Trzynaście i pół miesiąca. Dokładnie tyle czasu Gameplay.pl był wolny od moich komenatrzy na temat gier w które nikt nigdy nie grał i z dość dużą dozą prawdopodobieństwa nigdy nie zagra. Mieliście nadzieję, że pozbyliście się mnie na dobre, co? Ale wróciłem! Z najlepszą fanowską grą na motywach Dragon Ball w historii!
Hyper Dragon Ball Z to dwuwymiarowa bijatyka oparta na silniku M.U.G.E.N. Tych, którzy z przerażeniem uciekają widząc tą (nie)sławną nazwę od razu uprzedzam: nie macie się czego obawiać! W przeciwieństwie do takiego np.
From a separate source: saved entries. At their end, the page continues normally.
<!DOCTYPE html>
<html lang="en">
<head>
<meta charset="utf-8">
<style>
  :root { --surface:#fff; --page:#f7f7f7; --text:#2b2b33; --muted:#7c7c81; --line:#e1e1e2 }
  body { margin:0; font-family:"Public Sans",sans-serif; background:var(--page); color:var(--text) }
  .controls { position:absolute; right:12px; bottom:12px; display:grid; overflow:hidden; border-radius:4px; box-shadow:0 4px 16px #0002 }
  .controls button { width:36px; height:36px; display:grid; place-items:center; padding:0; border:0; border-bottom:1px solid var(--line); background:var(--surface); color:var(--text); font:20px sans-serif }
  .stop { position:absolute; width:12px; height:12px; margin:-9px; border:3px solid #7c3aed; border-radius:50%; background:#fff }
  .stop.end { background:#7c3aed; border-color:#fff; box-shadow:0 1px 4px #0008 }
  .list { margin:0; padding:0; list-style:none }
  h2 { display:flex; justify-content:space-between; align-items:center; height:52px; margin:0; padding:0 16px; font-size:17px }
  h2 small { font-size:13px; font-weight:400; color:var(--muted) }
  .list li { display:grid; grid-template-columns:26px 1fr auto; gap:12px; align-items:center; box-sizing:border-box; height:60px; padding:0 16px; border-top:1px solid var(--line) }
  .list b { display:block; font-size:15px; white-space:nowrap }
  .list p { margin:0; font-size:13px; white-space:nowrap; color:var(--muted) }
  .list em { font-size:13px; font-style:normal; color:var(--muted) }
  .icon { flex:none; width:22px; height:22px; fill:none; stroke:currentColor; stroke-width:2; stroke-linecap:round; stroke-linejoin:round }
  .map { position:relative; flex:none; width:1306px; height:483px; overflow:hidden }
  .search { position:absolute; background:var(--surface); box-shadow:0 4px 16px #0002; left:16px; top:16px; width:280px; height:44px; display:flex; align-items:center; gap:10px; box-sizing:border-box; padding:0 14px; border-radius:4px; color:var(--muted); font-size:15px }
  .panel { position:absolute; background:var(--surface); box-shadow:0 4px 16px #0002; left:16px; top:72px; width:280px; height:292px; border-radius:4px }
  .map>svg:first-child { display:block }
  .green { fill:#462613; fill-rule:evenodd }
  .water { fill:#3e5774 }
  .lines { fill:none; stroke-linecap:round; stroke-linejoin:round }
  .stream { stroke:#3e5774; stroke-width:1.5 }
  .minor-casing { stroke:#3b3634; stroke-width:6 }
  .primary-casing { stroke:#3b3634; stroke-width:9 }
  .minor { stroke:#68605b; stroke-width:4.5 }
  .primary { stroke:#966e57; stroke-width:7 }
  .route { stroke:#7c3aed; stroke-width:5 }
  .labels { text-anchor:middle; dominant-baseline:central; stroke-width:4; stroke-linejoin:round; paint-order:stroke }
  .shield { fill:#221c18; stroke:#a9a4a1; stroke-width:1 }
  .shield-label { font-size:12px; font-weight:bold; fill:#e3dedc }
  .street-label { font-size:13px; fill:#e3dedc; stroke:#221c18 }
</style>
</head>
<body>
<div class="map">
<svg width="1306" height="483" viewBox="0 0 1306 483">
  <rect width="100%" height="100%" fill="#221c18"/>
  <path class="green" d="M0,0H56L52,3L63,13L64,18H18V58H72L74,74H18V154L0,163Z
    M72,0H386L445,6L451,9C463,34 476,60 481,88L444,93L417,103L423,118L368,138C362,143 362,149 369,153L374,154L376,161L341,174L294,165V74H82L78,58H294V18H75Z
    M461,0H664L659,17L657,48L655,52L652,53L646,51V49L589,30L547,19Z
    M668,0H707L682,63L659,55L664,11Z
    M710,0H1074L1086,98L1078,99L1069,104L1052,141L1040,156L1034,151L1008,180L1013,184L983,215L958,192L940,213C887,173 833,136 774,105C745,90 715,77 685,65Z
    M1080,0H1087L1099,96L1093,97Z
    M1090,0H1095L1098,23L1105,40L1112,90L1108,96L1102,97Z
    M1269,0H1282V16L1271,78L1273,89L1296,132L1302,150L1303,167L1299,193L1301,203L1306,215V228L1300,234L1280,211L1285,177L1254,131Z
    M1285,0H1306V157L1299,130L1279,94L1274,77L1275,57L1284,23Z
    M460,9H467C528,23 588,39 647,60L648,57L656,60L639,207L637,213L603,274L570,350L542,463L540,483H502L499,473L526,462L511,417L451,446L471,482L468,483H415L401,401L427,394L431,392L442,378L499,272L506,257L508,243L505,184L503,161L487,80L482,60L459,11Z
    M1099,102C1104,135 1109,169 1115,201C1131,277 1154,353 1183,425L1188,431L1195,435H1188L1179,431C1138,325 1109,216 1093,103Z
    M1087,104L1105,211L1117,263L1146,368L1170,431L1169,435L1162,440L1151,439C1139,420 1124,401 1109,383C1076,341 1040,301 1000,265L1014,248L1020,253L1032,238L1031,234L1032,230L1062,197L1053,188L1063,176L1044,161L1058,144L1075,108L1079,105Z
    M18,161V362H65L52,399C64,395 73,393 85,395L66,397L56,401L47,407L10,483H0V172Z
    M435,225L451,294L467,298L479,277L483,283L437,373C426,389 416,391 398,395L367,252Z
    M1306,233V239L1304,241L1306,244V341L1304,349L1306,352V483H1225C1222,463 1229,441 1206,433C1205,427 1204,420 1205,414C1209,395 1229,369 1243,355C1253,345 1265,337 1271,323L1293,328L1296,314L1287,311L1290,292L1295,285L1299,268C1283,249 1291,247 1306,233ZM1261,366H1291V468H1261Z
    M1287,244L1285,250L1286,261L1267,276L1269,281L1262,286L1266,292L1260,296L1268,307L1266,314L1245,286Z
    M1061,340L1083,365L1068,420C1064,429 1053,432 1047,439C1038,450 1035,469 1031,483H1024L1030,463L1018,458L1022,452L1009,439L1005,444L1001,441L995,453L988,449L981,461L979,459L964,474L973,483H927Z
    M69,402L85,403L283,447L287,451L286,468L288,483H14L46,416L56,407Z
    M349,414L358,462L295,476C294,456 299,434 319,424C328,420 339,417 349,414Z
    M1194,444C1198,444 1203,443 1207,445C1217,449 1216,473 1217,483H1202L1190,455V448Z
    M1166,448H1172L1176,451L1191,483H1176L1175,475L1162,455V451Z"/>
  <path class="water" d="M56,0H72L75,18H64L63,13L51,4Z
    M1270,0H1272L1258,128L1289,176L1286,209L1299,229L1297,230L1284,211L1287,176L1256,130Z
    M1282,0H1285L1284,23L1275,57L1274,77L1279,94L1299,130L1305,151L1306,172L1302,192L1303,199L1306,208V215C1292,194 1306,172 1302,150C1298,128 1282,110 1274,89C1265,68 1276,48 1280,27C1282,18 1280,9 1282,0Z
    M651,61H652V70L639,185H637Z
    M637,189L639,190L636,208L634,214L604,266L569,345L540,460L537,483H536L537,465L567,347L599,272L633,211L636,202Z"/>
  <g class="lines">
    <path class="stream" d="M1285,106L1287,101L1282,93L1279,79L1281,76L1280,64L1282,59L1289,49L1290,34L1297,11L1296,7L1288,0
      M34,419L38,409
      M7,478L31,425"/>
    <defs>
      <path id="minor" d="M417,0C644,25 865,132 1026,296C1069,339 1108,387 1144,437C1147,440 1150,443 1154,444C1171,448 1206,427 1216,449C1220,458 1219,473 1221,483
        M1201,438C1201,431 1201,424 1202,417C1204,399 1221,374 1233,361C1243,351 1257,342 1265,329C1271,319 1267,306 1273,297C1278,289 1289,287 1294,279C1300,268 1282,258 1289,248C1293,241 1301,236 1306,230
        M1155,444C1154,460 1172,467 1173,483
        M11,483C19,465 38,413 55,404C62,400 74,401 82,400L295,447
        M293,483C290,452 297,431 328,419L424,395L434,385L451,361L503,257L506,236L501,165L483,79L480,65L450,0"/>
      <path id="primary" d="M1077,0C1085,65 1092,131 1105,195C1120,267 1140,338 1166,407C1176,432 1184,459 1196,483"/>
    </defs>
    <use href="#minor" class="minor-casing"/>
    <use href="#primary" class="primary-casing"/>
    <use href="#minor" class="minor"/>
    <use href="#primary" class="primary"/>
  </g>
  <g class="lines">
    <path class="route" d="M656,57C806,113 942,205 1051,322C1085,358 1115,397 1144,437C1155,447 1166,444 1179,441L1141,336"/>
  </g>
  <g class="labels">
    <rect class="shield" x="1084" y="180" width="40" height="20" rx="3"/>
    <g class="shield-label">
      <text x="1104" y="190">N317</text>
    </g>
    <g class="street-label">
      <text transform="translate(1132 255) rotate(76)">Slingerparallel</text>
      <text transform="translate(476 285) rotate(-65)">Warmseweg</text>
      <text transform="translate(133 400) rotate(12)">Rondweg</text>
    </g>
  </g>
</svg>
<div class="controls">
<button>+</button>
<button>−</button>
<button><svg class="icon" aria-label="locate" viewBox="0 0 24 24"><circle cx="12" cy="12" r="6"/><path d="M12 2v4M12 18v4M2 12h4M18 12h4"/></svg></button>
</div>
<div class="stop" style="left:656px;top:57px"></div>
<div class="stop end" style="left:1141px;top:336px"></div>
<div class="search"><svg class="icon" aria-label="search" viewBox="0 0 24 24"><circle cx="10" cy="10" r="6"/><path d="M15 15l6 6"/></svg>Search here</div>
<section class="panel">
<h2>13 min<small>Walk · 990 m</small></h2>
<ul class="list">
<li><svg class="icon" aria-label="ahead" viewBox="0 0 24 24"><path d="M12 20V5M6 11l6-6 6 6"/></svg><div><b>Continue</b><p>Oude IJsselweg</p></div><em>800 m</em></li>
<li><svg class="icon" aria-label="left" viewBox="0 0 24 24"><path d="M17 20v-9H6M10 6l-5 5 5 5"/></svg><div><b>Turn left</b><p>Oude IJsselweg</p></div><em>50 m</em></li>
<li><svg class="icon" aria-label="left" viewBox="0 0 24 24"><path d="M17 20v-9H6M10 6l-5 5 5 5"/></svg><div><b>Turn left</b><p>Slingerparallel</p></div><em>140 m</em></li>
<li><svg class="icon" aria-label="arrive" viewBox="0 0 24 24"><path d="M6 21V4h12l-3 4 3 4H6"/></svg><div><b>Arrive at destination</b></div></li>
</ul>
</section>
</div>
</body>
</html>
Dragon Ball Z M.U.G.E.N. Edition 2011 gra wygląda naprawdę ładnie nawet na pełnym ekranie (niestety, ale w większość tego typu gier trzeba grać siedząc kilka metrów od monitora).
Bolączką wielu M.U.G.E.N.-ów są modele postaci, często bezmyślnie kopiowane z innych gier. W efekcie otrzymujemy lekko niestrawną mieszankę w której np. Frieza w „ostatniej" formie* jest większy od Goku. W Hyper Dragon Ball Z wszystkie modele postaci stworzone zostały od zera w wysokiej jakości (pamiętajcie, że pisze to człowiek dla którego gry 16-bitowe to szczyt artyzmu), w stylu nawiązującym do takich automatowych klasyków z lat 90. jak Street Fighter Alpha 3, czy Marvel vs Capcom. Jeśli lubicie styl graficzny tamtych produkcji, ten tytuł również przypadnie wam do gustu.
Gra jest dostępna niestety w dość wczesnym stadium produkcji: demo, do którego link znajduje się na oficjalnej stronie Hyper Dragon Ball Z na Facebooku, oferuje zaledwie pięć grywalnych postaci: Goku, Super Saiyan Goku, Gohana, Vegetę i Friezę. W trybie Arcade / Team Arcade powalczyć można również z Mr. Satanem i Saibaimenami (przez pewien czas byli dostępni również w ramach trybu Versus, ale po kilku dniach okazało się, że to jedynie żart na Prima Aprilis i zostali wykasowani; :( niedobrzy twórcy, niedobrzy!). Poza tym zmierzyć można się w trybach Survival, Survival Co-Op, Team VS oraz Team Co-Op.
System walki jest przejrzysty i po kilku-kilkunastu rundach pozwala na naprawdę spektakularne walki z masą eksplozji, fal uderzeniowych i ładowania poziomów mocy. Każda z postaci ma swój unikalny zestaw ruchów i kilka ataków specjalnych: Kamehameha, Final Flash, Destruction Disk etc. Pomimo dużego tempa walk, wyraźnie czuć, że system nie jest losowy i przypadkowe uderzanie w przyciski nie zdaje się na wiele (co ciekawe: combosy łatwiej wykonuje mi się na klawiaturze, niż na padzie).
Poniżej znajduje się oficjalny link do strony na Facebooku: znajdziecie tam pliki do pobrania oraz na bieżąco aktualizowane przez twórców postępy w pracach nad grą. Gra wzbogaciła się przez ostatni rok o wiele dodatkowych postaci i mam nadzieję, że na pełną wersję tytułu nie będziemy musieli już długo czekać. Zapowiada się naprawdę świetna produkcja!
https://www.facebook.com/HyperDBZ
* Cudzysłów użyty nie bez powodu: wielkimi krokami nadchodzi przecież nowa kinówka: Dragon Ball Z: Fukkatsu no F i nowa transformacja Friezy!